Grant number: 07/06138-3
Support type:Scholarships in Brazil - Scientific Initiation
Effective date (Start): January 01, 2008
Effective date (End): December 31, 2008
Field of knowledge:Physical Sciences and Mathematics - Computer Science - Computer Systems
Principal Investigator:Adriano Mauro Cansian
Grantee:André Proto
Home Institution: Instituto de Biociências, Letras e Ciências Exatas (IBILCE). Universidade Estadual Paulista (UNESP). Campus de São José do Rio Preto. São José do Rio Preto , SP, Brazil

Abstract

This project presents a development and consolidation proposal of an intelligent computer network management and security system model, based on automatized data flow analysis.
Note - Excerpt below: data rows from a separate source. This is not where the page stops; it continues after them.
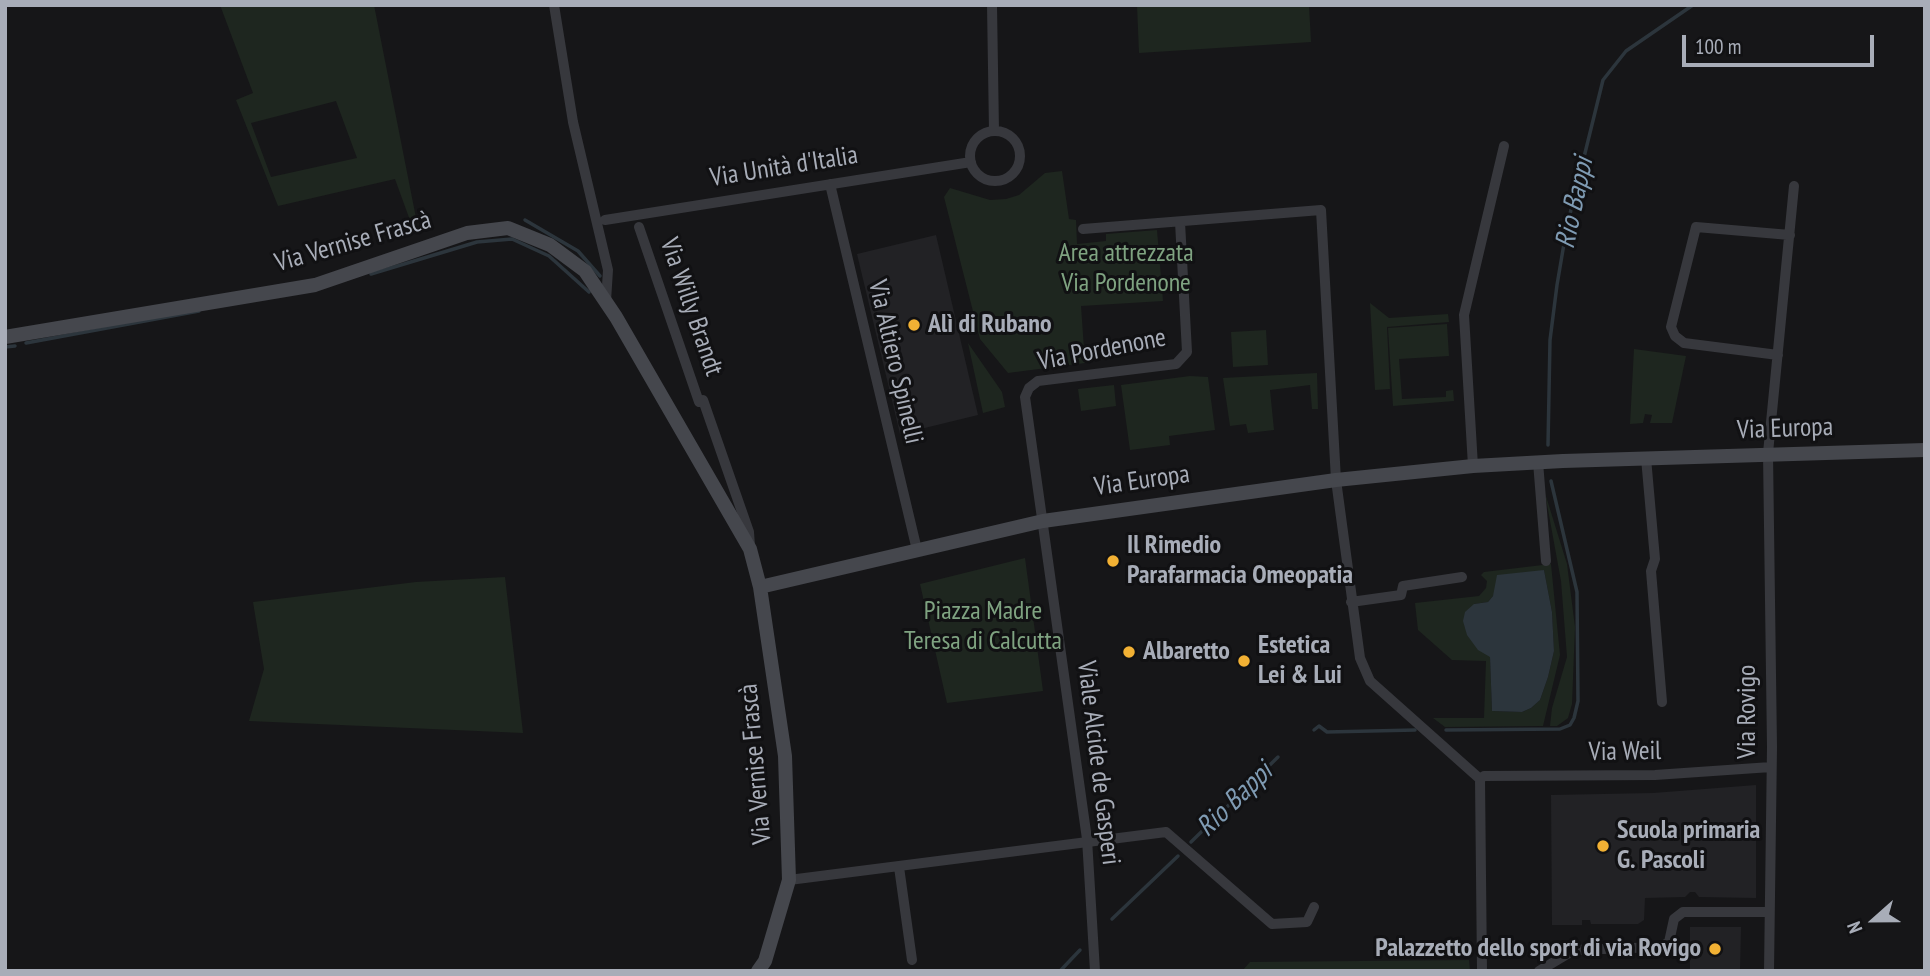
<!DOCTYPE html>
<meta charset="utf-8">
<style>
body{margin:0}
#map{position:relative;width:1930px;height:976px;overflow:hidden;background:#161618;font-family:"PT Sans Narrow",sans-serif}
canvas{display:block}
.frame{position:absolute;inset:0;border:7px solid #a8adb8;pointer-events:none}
.north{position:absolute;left:1839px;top:885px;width:70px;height:70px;-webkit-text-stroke:5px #111113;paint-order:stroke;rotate:249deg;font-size:19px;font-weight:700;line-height:28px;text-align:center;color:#a8adb8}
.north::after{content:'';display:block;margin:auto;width:24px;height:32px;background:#a8adb8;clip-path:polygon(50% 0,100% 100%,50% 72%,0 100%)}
.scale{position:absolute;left:1682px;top:35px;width:192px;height:32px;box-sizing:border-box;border:4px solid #a8adb8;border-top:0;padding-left:9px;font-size:21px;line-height:24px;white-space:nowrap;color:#a8adb8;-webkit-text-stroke:5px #111113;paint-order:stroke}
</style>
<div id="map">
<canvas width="1930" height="976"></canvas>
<div class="frame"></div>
<div class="north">N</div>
<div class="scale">100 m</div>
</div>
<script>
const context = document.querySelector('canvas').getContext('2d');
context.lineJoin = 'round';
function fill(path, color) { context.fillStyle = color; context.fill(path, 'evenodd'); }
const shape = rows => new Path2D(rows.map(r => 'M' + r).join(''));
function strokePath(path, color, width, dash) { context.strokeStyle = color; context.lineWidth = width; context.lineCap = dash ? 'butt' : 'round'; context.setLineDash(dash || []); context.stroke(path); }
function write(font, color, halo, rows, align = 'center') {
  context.font = font + ' "PT Sans Narrow",sans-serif'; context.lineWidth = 6; context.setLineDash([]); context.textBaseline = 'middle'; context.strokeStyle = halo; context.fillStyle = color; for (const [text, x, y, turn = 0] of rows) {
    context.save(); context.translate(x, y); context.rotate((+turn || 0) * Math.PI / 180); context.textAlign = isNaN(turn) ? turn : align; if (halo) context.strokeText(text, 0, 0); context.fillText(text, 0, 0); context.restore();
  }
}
const built = shape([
 [936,235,978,415,900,434,857,254],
 [1756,785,1756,898,1699,897,1695,892,1690,892,1685,897,1645,898,1644,920,1638,924,1591,924,1590,920,1582,920,1582,925,1552,925,1551,795,1653,793],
 [1690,927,1741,927,1740,971,1573,971,1690,970]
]);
const green = shape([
 [220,5,374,5,419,233,415,234,395,179,278,206,236,100,253,93],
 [336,101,357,158,271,177,251,123],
 [1137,5,1309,5,1311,42,1139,53],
 [1062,171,1069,219,1076,220,1077,244,1106,241,1106,234,1157,230,1163,301,1081,306,1085,363,1008,373,980,339,944,197,950,188,990,200,1006,199,1019,195,1045,173],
 [1370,303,1389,318,1448,314,1449,322,1387,327,1390,389,1375,390],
 [1447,324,1449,356,1399,359,1402,399,1446,397,1446,391,1453,390,1454,401,1393,406,1388,328],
 [1266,330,1268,365,1233,367,1231,332],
 [968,343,1002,392,1005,407,983,413],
 [1634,349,1686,356,1672,423,1650,423,1652,415,1645,414,1643,423,1630,424],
 [1317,373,1318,409,1312,409,1310,385,1270,390,1274,430,1248,433,1246,424,1230,426,1223,378],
 [1190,376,1208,377,1215,430,1169,436,1170,445,1130,450,1121,385],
 [1114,385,1116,406,1081,411,1078,389],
 [1545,493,1567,564,1575,627,1572,704,1568,718,1557,726,1550,726,1552,708,1567,657,1561,581],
 [1025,558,1043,691,947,703,920,584],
 [1551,564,1560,655,1543,726,1445,727,1433,718,1484,718,1486,661,1452,660,1418,630,1415,603,1479,596,1486,588,1487,581,1481,575,1484,572],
 [1544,570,1552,612,1554,651,1548,677,1540,700,1531,708,1522,712,1492,711,1490,656,1474,604,1488,602,1493,596],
 [505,577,523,733,249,721,264,669,253,602,416,582],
 [1469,960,1470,971,1242,971,1250,962]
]);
const water = shape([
 [1544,570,1552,612,1554,651,1548,677,1540,700,1531,708,1522,712,1492,711,1490,657,1478,650,1467,635,1463,621,1465,612,1474,604,1488,602,1493,596,1497,575]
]);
const stream = shape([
 [525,220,578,251,600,276],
 [371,274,477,242,512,239,549,256,589,292],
 [26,343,199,311],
 [5,347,15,346],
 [1548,445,1550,340,1557,285,1567,226,1603,80,1626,51,1693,5],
 [1314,730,1319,726,1327,732,1415,730],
 [1446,730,1560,729,1570,725,1574,718,1578,701,1577,592,1551,481],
 [1191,842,1278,757],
 [1112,919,1178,856],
 [1060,971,1080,950]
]);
const street = shape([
 [554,5,573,122,608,270,606,301],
 [992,5,994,131],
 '970 156a25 25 0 1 1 50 0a25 25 0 1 1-50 0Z',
 [830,184,917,550],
 [605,220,971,162],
 [639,227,699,402],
 [1083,229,1321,210,1336,480,1360,658,1370,681,1480,779,1482,971],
 [1778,355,1684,343,1675,336,1671,327,1696,227,1790,235],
 [703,400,749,532,750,546],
 [1646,458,1655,559,1651,571,1662,702],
 [1538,462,1546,561],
 [1473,466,1464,315,1504,146],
 [1351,602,1401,595,1403,586,1462,577],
 [1480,779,1484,776,1655,775,1771,767],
 [899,867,912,960],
 [789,880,1166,832,1272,924,1307,922,1314,907],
 [1095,971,1087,839,1025,397,1029,388,1038,381,1176,364,1187,352,1180,222],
 [1539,971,1574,950,1661,947,1669,942,1674,919,1683,912,1769,912],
 [1769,971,1772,747,1768,453,1794,186]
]);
const secondary = shape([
 [5,337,315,285,467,233,508,228,550,245,585,271,616,317,750,549,760,587,785,756,789,880,765,961,758,971],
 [760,587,1043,521,1336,480,1473,466,1563,461,1925,450]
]);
const markers = [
 [914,325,7,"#f2b134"],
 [1113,561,7,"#f2b134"],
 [1129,652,7,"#f2b134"],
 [1244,661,7,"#f2b134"],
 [1603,846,7,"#f2b134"],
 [1715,949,7,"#f2b134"]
];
const streetNames = [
 ["Via Unità d'Italia",784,167,-9],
 ["Via Vernise Frascà",353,242,-16],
 ["Via Willy Brandt",691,307,71],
 ["Via Pordenone",1102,350,-11],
 ["Via Altiero Spinelli",895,362,77],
 ["Via Europa",1785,429,-2],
 ["Via Europa",1142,481,-8],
 ["Via Rovigo",1748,712,-90],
 ["Via Weil",1625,752,-1],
 ["Viale Alcide de Gasperi",1098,763,83],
 ["Via Vernise Frascà",756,764,-95]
];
const parkNames = [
 ["Area attrezzata",1126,254],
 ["Via Pordenone",1126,284],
 ["Piazza Madre",983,612],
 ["Teresa di Calcutta",983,642]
];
const poiNames = [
 ["Alì di Rubano",928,325],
 ["Il Rimedio",1127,546],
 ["Parafarmacia Omeopatia",1127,576],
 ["Estetica",1258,646],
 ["Lei & Lui",1258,676],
 ["Albaretto",1143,652],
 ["Scuola primaria",1617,831],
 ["G. Pascoli",1617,861],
 ["Palazzetto dello sport di via Rovigo",1701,949,"right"]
];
const waterNames = [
 ["Rio Bappi",1575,203,-78],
 ["Rio Bappi",1235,800,-44]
];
fill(built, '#222225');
fill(green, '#1e261f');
fill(water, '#2c353c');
strokePath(stream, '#2c353c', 3.5);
strokePath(street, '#37383d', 10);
strokePath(secondary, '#45474d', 14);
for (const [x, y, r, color] of markers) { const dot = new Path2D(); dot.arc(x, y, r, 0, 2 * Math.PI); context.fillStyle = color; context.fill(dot); strokePath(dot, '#111113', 2.5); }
write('26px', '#a8adb8', '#111113', streetNames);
write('26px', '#7fa381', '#111113', parkNames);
write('bold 26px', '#a8adb8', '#111113', poiNames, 'left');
write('italic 28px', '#7f9bb3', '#111113', waterNames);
</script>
The model is based on data flow exportation architecture of NetFlow standard (standardized by IETF - Internet Engineering Task Force - as IPFIX standard), due to Artificial Intelligence adaptability concepts (IA). On this way, it is intended to develop a whole architecture of computational environment defense. Data flows are able to provide detailed information about network behaviors. Neural networks are characterized by its efficiency in patterns recognition. The conjunction of these two methodologies allows the accomplishment of the fast traffic analysis, in a scalable and efficient way, making possible the description, step by step, of network activities. This description will allow investigate a diverse amount of network events, in real time, using signatures that represent them. This model is a pioneering one in automatized analysis of data flows, using important characteristics to computer security system, as scalability in high speed network surveillance, fast detections of illicit activities attempts (as worms), intrusion and denial of service (DoS) attempts, which are considered the major threat on the Internet these days.